Now that we've specified our serving indices for the Feature View, let's create our Feature Service to enable online retrieval.
from tecton import FeatureService, FeaturesConfig
from feature_repo.shared.features.user_ad_impression_counts_wildcard import (
user_ad_impression_counts_wildcard,
)
ctr_prediction_service = FeatureService(
name="ctr_prediction_service",
description="A Feature Service used for supporting a CTR prediction model.",
online_serving_enabled=True,
features=[user_ad_impression_counts],
)
Fetching wildcard features online​
Once those changes have been applied, we can use the Tecton python library to
retrieve a dataframe representing all the features that match our user by
omitting the ad_id
join key.
import tecton
ws = tecton.get_workspace("prod")
my_fs = ws.get_feature_service("ctr_prediction_service")
keys = {"user_uuid": "sample-user-uuid"}
response = my_fs.query_features(keys).to_pandas()
print(response.head())
Alternatively, we can use the HTTP API. See the section above for more detail on how to configure the API key.
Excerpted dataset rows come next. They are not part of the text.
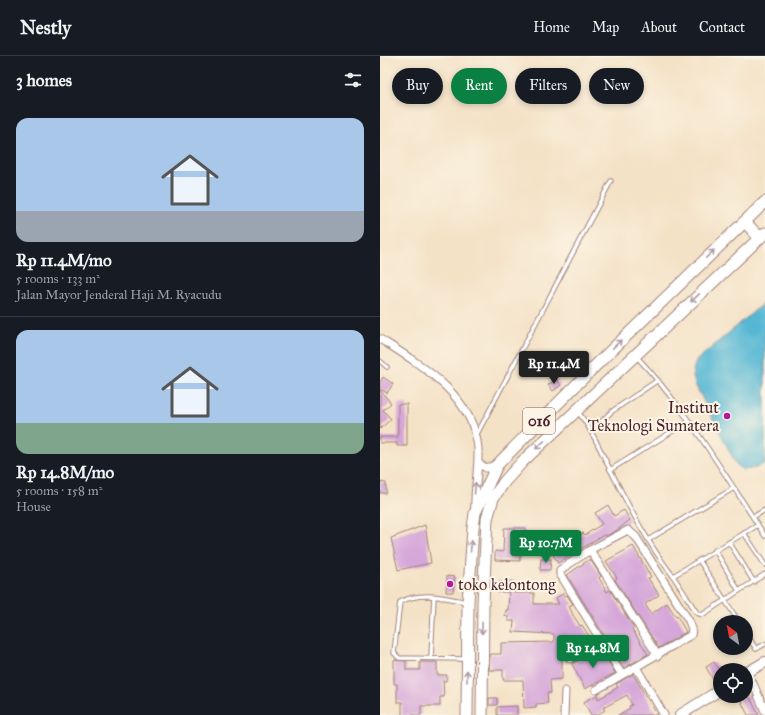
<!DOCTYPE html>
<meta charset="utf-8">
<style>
:root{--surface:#171b24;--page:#20242c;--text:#f1f3f6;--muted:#9ea1a6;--line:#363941;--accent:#0b8043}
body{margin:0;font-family:"IM FELL Great Primer",serif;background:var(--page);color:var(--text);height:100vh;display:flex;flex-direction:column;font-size:15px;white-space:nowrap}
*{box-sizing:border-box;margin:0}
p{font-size:13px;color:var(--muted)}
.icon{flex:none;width:22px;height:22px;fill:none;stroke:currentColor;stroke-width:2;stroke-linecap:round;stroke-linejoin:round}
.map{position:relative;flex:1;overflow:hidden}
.details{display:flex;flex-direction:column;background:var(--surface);width:380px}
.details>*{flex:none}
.guide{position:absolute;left:12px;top:12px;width:313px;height:36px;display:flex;gap:8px}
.needle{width:26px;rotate:328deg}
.fabs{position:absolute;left:333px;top:559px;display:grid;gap:8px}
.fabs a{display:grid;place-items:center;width:40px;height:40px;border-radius:50%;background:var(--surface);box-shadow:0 2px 6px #0003;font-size:20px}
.price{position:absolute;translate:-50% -34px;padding:0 9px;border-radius:4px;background:var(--accent);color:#fff;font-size:13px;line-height:26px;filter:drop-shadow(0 1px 2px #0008)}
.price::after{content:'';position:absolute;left:50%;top:24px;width:12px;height:9px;margin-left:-6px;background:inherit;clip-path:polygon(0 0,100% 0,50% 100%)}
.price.active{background:#222;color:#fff}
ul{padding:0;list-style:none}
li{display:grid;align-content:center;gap:8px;height:212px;padding:0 16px}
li+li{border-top:1px solid var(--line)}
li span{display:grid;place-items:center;height:124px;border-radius:12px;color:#555}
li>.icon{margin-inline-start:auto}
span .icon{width:72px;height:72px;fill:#fffc;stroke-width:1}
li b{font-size:17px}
h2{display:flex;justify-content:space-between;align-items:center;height:48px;padding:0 16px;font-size:17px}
.tag{padding:0 14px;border-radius:18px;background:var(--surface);box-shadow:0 2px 6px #0003;font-size:14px;line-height:36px}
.tag.active{background:var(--accent);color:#fff}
header{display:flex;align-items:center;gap:24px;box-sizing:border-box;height:56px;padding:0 20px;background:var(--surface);border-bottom:1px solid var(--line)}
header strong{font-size:19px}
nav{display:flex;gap:22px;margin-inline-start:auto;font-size:14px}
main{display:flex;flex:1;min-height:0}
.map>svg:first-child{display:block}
.water{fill:#55b7d4;stroke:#506b80}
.building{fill:#d5a6d9}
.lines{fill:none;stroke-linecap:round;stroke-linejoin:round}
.lane-casing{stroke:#9f8079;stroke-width:5.5}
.street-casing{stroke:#9f8079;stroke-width:9}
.secondary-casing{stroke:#9f8079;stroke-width:12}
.primary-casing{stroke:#9f8079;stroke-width:13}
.lane{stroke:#fff;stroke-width:3.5}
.street{stroke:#fff;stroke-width:7}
.secondary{stroke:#fff;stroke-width:10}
.primary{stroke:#fff;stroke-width:11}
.oneway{stroke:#ae9aa0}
.poi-dot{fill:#b5179e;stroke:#fcf5e5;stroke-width:1.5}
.labels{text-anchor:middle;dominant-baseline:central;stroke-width:4;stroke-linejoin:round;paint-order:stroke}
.shield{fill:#fcf5e5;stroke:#7f5f63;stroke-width:1}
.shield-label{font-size:15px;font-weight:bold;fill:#4a1f2b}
.poi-label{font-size:16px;fill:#4a1f2b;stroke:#fcf5e5;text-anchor:end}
</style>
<header>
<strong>Nestly</strong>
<nav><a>Home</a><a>Map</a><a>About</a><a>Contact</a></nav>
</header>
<main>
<section class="details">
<h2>3 homes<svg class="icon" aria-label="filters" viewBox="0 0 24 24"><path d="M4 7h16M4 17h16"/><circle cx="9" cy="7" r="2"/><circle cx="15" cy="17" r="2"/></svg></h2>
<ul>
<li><span style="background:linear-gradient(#a9c7e8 75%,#9aa5b1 0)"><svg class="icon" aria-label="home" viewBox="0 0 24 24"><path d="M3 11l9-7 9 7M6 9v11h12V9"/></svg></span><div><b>Rp 11.4M/mo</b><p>5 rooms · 133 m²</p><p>Jalan Mayor Jenderal Haji M. Ryacudu</p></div></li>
<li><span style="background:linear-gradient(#a9c7e8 75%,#7fa58c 0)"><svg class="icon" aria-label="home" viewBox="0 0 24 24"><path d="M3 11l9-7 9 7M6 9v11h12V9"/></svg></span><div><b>Rp 14.8M/mo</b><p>5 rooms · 158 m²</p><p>House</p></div></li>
</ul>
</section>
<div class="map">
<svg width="385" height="659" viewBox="0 0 385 659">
<rect width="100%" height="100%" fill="#fcf5e5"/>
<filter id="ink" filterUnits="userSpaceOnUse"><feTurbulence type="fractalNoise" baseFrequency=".025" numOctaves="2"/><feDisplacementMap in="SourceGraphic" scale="8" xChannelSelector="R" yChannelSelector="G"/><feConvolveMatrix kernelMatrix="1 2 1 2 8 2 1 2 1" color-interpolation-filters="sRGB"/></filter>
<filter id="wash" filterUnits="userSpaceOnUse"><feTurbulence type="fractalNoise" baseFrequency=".012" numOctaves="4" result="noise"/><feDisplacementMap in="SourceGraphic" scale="16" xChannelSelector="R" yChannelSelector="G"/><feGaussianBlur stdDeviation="0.9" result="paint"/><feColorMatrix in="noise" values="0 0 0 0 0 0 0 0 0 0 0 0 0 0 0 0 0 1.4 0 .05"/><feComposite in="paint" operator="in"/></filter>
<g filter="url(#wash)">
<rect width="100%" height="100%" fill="#f4e2c7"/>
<path class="water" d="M385,246V407L376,412L363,414L356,408L315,328C312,318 312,313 317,304Z"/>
<g id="blocks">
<path class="building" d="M3,321L13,328L7,337L0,333V326Z
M176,323L181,329L173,335L168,329Z
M0,334L11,347L3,354L11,363L0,373Z
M18,348H27V390H17V387H0V381H18Z
M0,426L6,427V437H0Z
M228,449L234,460L244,454L250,464L237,474L226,480L225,478L178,507L172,497L203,477L205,479L222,468L215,457Z
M45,469L51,507L18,514L11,482Z
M124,472H145V486H140V505L115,504V495L123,496Z
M253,490L271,521L268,522L279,539L265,548L271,558L287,547L296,561L297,560L306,576L279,592L235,524L237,522L226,505Z
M161,503H171L170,514H160Z
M210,503L221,520L219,522L227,536L230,534L254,572L252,573L268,598L244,612L187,519Z
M67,520L75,521L73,536H66Z
M130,525L135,526L134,537H154V548H179L176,542L184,537L185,540L187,539L193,548L189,550L193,559L200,570L202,569L212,585L191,597L182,580V623L170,624L171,637H167L168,647L156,648V651L144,652L143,624H123V614H109L110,598H121V587L174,586V578L133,576L134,565H128V560H125L126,554H128L129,536H118L119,526Z
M220,592L235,617L205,633L192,608Z
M14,604L26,605V614H40V606H57V619H67L66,625H63L64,641H60V650H41V659H22V646H17V628H14Z
M334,606L340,615V628L336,629L326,611Z
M253,618L277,659H238L250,652L249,650L252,649L247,639L223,652L225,654L217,659H211L204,646L217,639L218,643L229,637L238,631L236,628Z
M369,639L375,652L379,659H368L360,643Z
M109,642H117V649H109Z
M137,650V659H117V651Z"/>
</g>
</g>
<g filter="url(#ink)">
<use href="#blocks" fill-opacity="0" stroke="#9f8079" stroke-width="1"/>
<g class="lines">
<defs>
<path id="lane" d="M256,300C294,340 324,386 354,432L268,484
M0,305L7,311
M198,356C213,374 220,395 231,415C249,451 268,488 293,520L378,469
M212,375L231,356L278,324
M97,378L231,125
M230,414L309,365
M354,432L385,480
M373,461L385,454
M364,477L385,509
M349,486L374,526
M335,494L359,535
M319,504L359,566
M293,520L317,557L322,559L385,518
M366,577L376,593L385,588
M51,602L54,540
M85,603L19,602L14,597L20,546C42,535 64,542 87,546"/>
<path id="street" d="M0,283C41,309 93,339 98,392C99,413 94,433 95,453
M98,407L106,412L117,409
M210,494L278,600
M190,603L221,586
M256,611L284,659
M368,616L385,655
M216,634L311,579L312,573L309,565L256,481L248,474L210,494L180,514V518L242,619
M184,659L185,635"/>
<path id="secondary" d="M366,617L385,606
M300,659L340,634"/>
<path id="primary" d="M365,166L380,182
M87,659L88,547L93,472L95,457L117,409L212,313L385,146
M102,659L103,547L107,463L113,442L125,425L142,406L385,177"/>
</defs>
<use href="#lane" class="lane-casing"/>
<use href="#street" class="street-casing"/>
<use href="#secondary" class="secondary-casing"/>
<use href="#primary" class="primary-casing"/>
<use href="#lane" class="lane"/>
<use href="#street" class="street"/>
<use href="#secondary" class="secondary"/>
<use href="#primary" class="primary"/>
</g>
<defs><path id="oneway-shaft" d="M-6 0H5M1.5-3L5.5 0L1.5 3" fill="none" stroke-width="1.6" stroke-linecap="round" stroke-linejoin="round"/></defs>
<g class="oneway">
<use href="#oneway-shaft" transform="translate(330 198) rotate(-44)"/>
<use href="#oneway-shaft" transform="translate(315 242) rotate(137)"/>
<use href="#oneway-shaft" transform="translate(237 288) rotate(-44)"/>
<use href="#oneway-shaft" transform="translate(160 389) rotate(137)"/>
<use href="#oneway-shaft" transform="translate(95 432) rotate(-85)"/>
<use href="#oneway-shaft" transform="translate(91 490) rotate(-85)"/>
<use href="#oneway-shaft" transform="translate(102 572) rotate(91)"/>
<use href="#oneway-shaft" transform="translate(87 620) rotate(-90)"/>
</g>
</g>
<g class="poi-dot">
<circle cx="347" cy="360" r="4"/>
<circle cx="70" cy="528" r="4"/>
</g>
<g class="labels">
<rect class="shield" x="143" y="352" width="32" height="26" rx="3"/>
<g class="shield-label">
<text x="159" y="365">016</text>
</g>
<g class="poi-label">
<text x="339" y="351">Institut<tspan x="339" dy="18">Teknologi Sumatera</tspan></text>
<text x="78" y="528" text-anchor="start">toko kelontong</text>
</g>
</g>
</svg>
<div class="fabs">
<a><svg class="needle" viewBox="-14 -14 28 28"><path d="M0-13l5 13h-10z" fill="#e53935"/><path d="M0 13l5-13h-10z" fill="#9ea1a6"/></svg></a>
<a><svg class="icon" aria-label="locate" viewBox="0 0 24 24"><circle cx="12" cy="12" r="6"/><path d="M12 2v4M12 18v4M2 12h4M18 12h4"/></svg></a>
</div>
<b class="price active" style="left:174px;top:329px">Rp 11.4M</b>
<b class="price" style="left:166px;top:508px">Rp 10.7M</b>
<b class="price" style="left:213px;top:613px">Rp 14.8M</b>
<div class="guide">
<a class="tag">Buy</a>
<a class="tag active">Rent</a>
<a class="tag">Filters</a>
<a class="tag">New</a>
</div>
</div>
</main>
$ export TECTON_API_KEY='<your_tecton_key>'
$ curl -X POST https://<your_cluster>.tecton.ai/api/v1/feature-service/get-features\
-H "Authorization: Tecton-key $TECTON_API_KEY" -d\
'{
"params": {
"workspace_name": "prod",
"feature_service_name": "ctr_prediction_service",
"join_key_map": {
"user_uuid": "sample-user-id",
}
}
}'
Creating training sets with wildcard features​
Similarly, we can construct our training dataset by providing a prediction context that contains the join key we specified as our serving index.
import tecton
events = spark.read.parquet("dbfs:/event_data.pq").select("user_uuid", "timestamp")
ws = tecton.get_workspace("prod")
my_fs = ws.get_feature_service("ctr_prediction_service")
training_set = fs.get_features_for_events(events, timestamp_key="timestamp")
print(training_set.to_pandas().head())